E será que na área de Comunicação Social, com maior presença feminina, o espaço das mulheres é mais tranquilo? Não mesmo. Basta consultar a tese de pós-doutorado recentemente defendida pela professora Lídia Ramires, do curso de Comunicação Social da Ufal, na Universidade de Tolouse (França). Com o tema Deixa Ela Trabalhar: jornalismo esportivo e gênero, o trabalho relata o assédio às mulheres jornalistas na cobertura esportiva no Brasil e em outros países. O estudo foi motivado pela experiência pessoal da pesquisadora e pela observação do relato de outras profissionais sobre as mesmas situações que ela vivenciou, na cobertura esportiva ao redor do mundo. “No final da década de 1990, eu trabalhei como repórter esportiva para a Rádio Difusora e para a Rádio Gazeta, mas não integrei a equipe de cobertura da Copa do Mundo de Futebol na França, em 1998, por ser mulher”, contou Lídia.

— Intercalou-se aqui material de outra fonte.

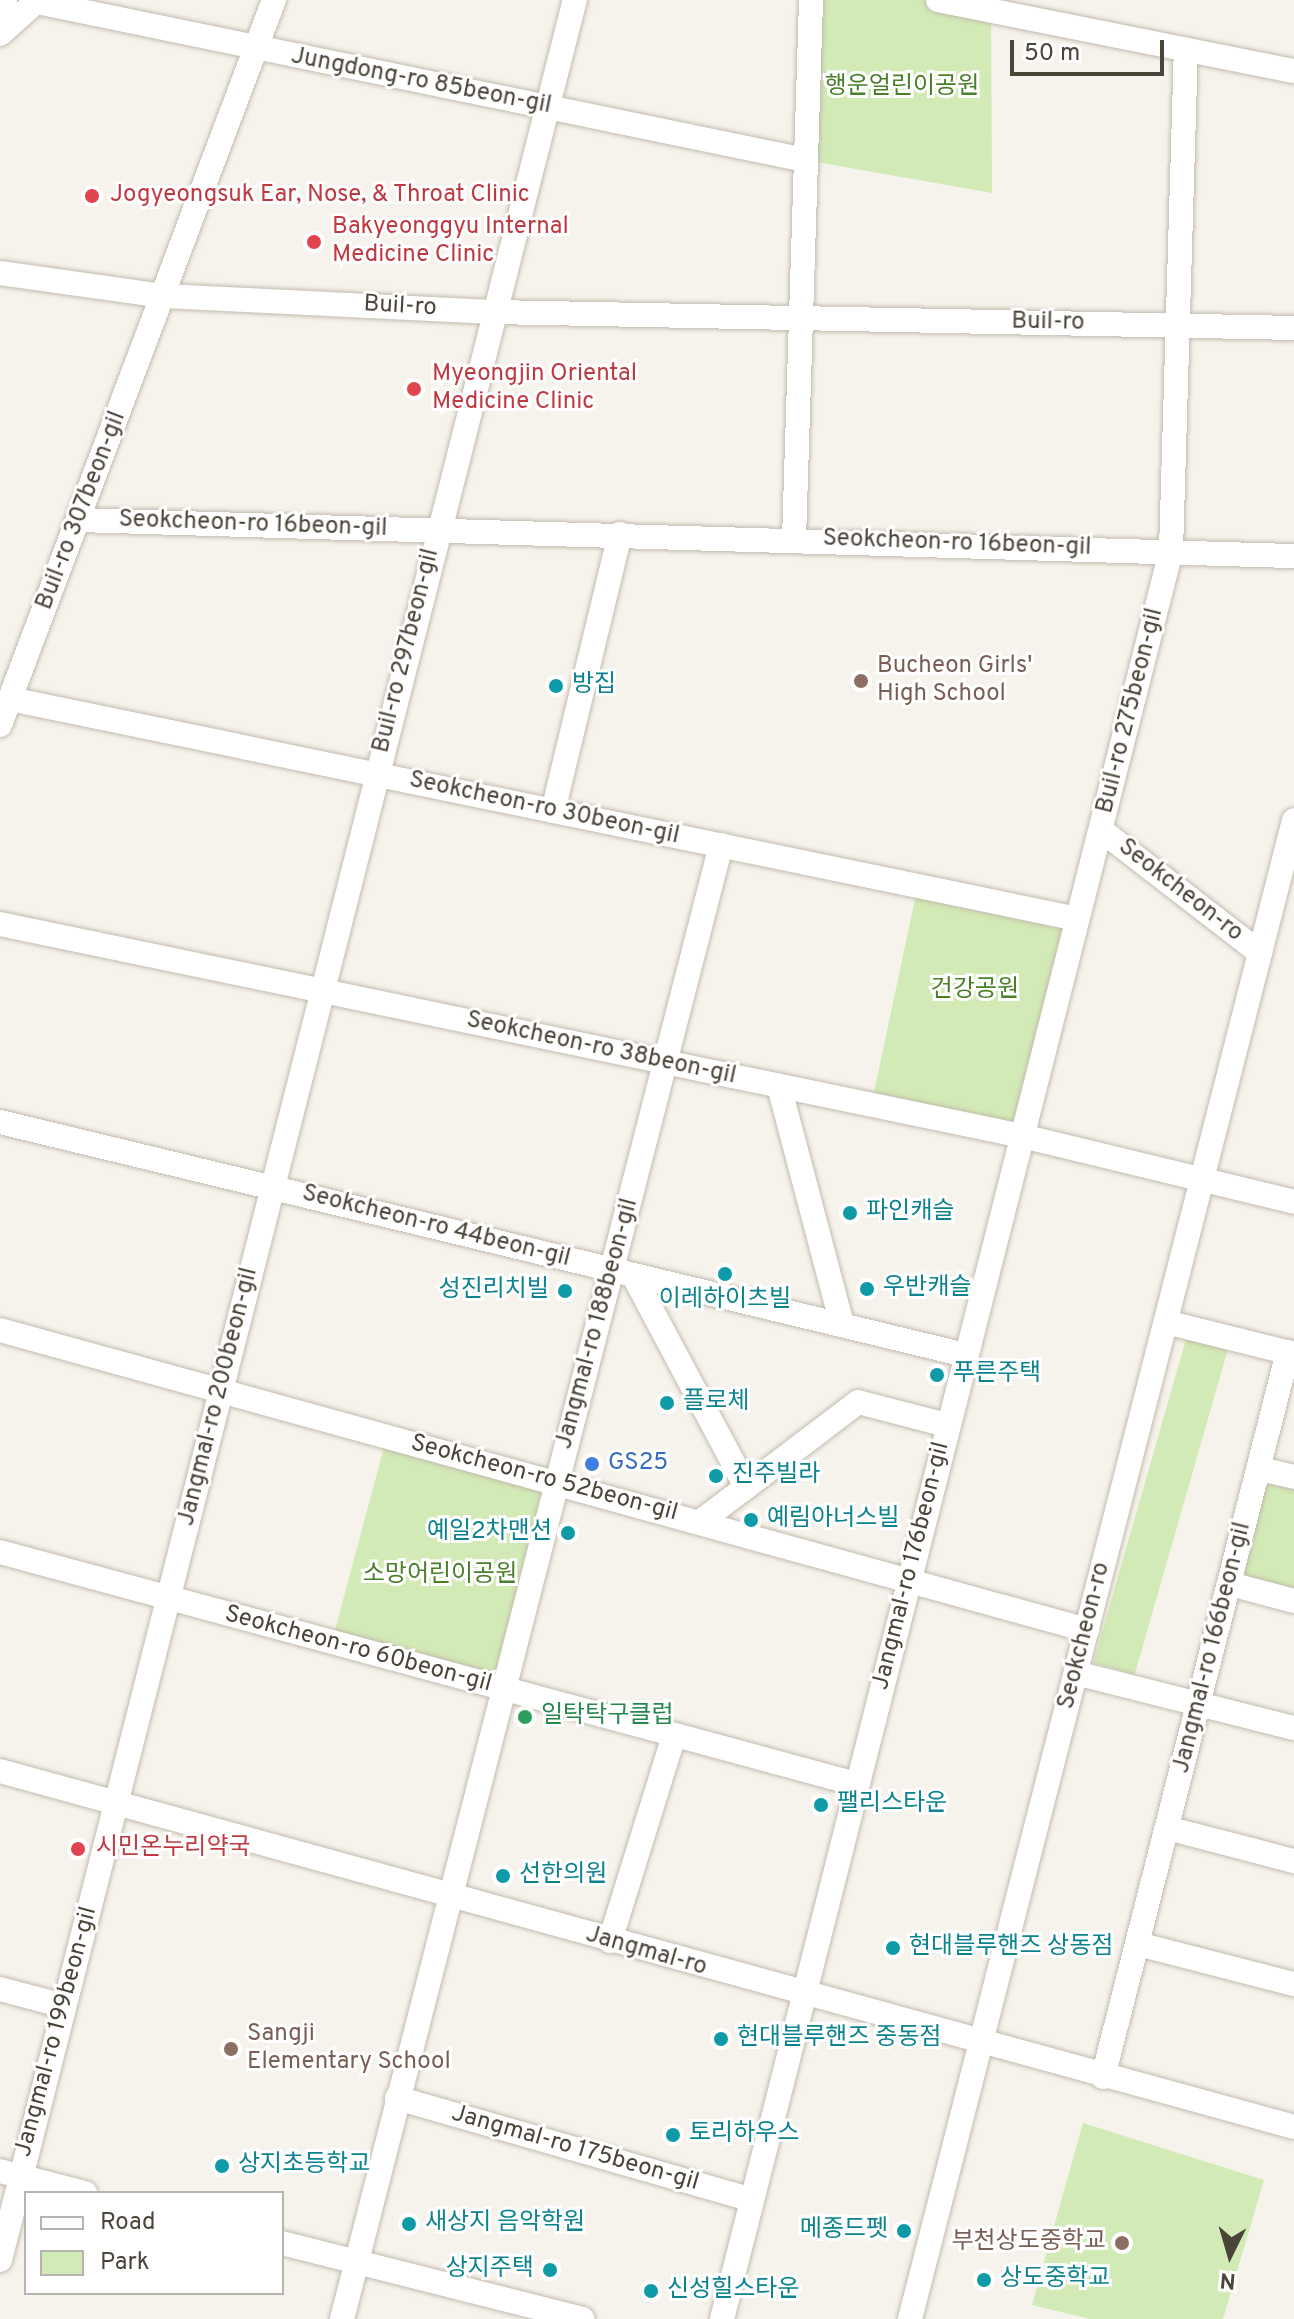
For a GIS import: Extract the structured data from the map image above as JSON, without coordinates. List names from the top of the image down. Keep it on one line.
{"streets":{"street":["Jungdong-ro 85beon-gil","Buil-ro","Buil-ro 307beon-gil","Seokcheon-ro 16beon-gil","Buil-ro 297beon-gil","Buil-ro 275beon-gil","Seokcheon-ro 30beon-gil","Seokcheon-ro","Seokcheon-ro 38beon-gil","Seokcheon-ro 44beon-gil","Jangmal-ro 188beon-gil","Jangmal-ro 200beon-gil","Seokcheon-ro 52beon-gil","Jangmal-ro 176beon-gil","Jangmal-ro 166beon-gil","Seokcheon-ro 60beon-gil","Jangmal-ro","Jangmal-ro 199beon-gil","Jangmal-ro 175beon-gil"]},"crossings":[["Jungdong-ro 85beon-gil","Buil-ro 307beon-gil"],["Jungdong-ro 85beon-gil","Buil-ro 297beon-gil"],["Buil-ro","Buil-ro 307beon-gil"],["Buil-ro","Buil-ro 297beon-gil"],["Buil-ro","Buil-ro 275beon-gil"],["Buil-ro 307beon-gil","Seokcheon-ro 16beon-gil"],["Buil-ro 307beon-gil","Seokcheon-ro 30beon-gil"],["Seokcheon-ro 16beon-gil","Buil-ro 297beon-gil"],["Seokcheon-ro 16beon-gil","Buil-ro 275beon-gil"],["Buil-ro 297beon-gil","Seokcheon-ro 30beon-gil"],["Buil-ro 297beon-gil","Seokcheon-ro 38beon-gil"],["Buil-ro 297beon-gil","Jangmal-ro 200beon-gil"],["Buil-ro 275beon-gil","Seokcheon-ro 30beon-gil"],["Buil-ro 275beon-gil","Seokcheon-ro"],["Buil-ro 275beon-gil","Seokcheon-ro 38beon-gil"],["Buil-ro 275beon-gil","Jangmal-ro 176beon-gil"],["Seokcheon-ro 30beon-gil","Jangmal-ro 188beon-gil"],["Seokcheon-ro","Seokcheon-ro 38beon-gil"],["Seokcheon-ro","Seokcheon-ro 52beon-gil"],["Seokcheon-ro","Jangmal-ro"],["Seokcheon-ro 38beon-gil","Jangmal-ro 188beon-gil"],["Seokcheon-ro 38beon-gil","Jangmal-ro 200beon-gil"],["Seokcheon-ro 38beon-gil","Jangmal-ro 176beon-gil"],["Seokcheon-ro 44beon-gil","Jangmal-ro 188beon-gil"],["Seokcheon-ro 44beon-gil","Jangmal-ro 200beon-gil"],["Seokcheon-ro 44beon-gil","Jangmal-ro 176beon-gil"],["Jangmal-ro 188beon-gil","Seokcheon-ro 52beon-gil"],["Jangmal-ro 188beon-gil","Seokcheon-ro 60beon-gil"],["Jangmal-ro 188beon-gil","Jangmal-ro"],["Jangmal-ro 188beon-gil","Jangmal-ro 175beon-gil"],["Jangmal-ro 200beon-gil","Seokcheon-ro 52beon-gil"],["Jangmal-ro 200beon-gil","Seokcheon-ro 60beon-gil"],["Jangmal-ro 200beon-gil","Jangmal-ro"],["Jangmal-ro 200beon-gil","Jangmal-ro 199beon-gil"],["Seokcheon-ro 52beon-gil","Jangmal-ro 176beon-gil"],["Jangmal-ro 176beon-gil","Seokcheon-ro 60beon-gil"],["Jangmal-ro 176beon-gil","Jangmal-ro"],["Jangmal-ro 166beon-gil","Jangmal-ro"],["Jangmal-ro","Jangmal-ro 199beon-gil"]],"parks":["행운얼린이공원","건강공원","소망어린이공원"],"places":["Jogyeongsuk Ear, Nose, & Throat Clinic","Bakyeonggyu Internal Medicine Clinic","Myeongjin Oriental Medicine Clinic","Bucheon Girls' High School","방집","파인캐슬","이레하이츠빌","우반캐슬","성진리치빌","푸른주택","플로체","GS25","진주빌라","예림아너스빌","예일2차맨션","일탁탁구클럽","팰리스타운","시민온누리약국","선한의원","현대블루핸즈 상동점","현대블루핸즈 중동점","Sangji Elementary School","토리하우스","상지초등학교","새상지 음악학원","메종드펫","부천상도중학교","상지주택","상도중학교","신성힐스타운"],"legend":["Road","Park"],"scale_bar":"50 m","north":"bottom"}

Esse impedimento de atuar numa cobertura internacional, fez com que Lídia Ramires escolhesse outras direções para a carreira. “Resolvi pesquisar a relação de gênero e mídia, especificamente, a presença da mulher no mercado de jornalismo. Minha pesquisa de pós-graduação analisa o Movimento Deixa Ela Trabalhar, criado por 52 jornalistas, que sofreram assédios em várias coberturas, em 2018”, relatou a pesquisadora.
Em homenagem a todas as mulheres que se desdobram para conquistar seus espaços sociais, a vice-reitora Eliane Cavalcanti envia uma mensagem. “O dia 8 de março reflete a luta e a resistência de uma grande parcela da população mundial, que somos nós as mulheres. Somos fortes, ativas, guerreiras, prudentes e cuidamos das nossas famílias. Na Ciência, na História, na vida temos grandes nomes. A nossa instituição também tem grandes mulheres que demonstram uma imensa dedicação nesse momento dramático da pandemia. Parabéns a todas!,” homenageia Eliane Cavalcanti.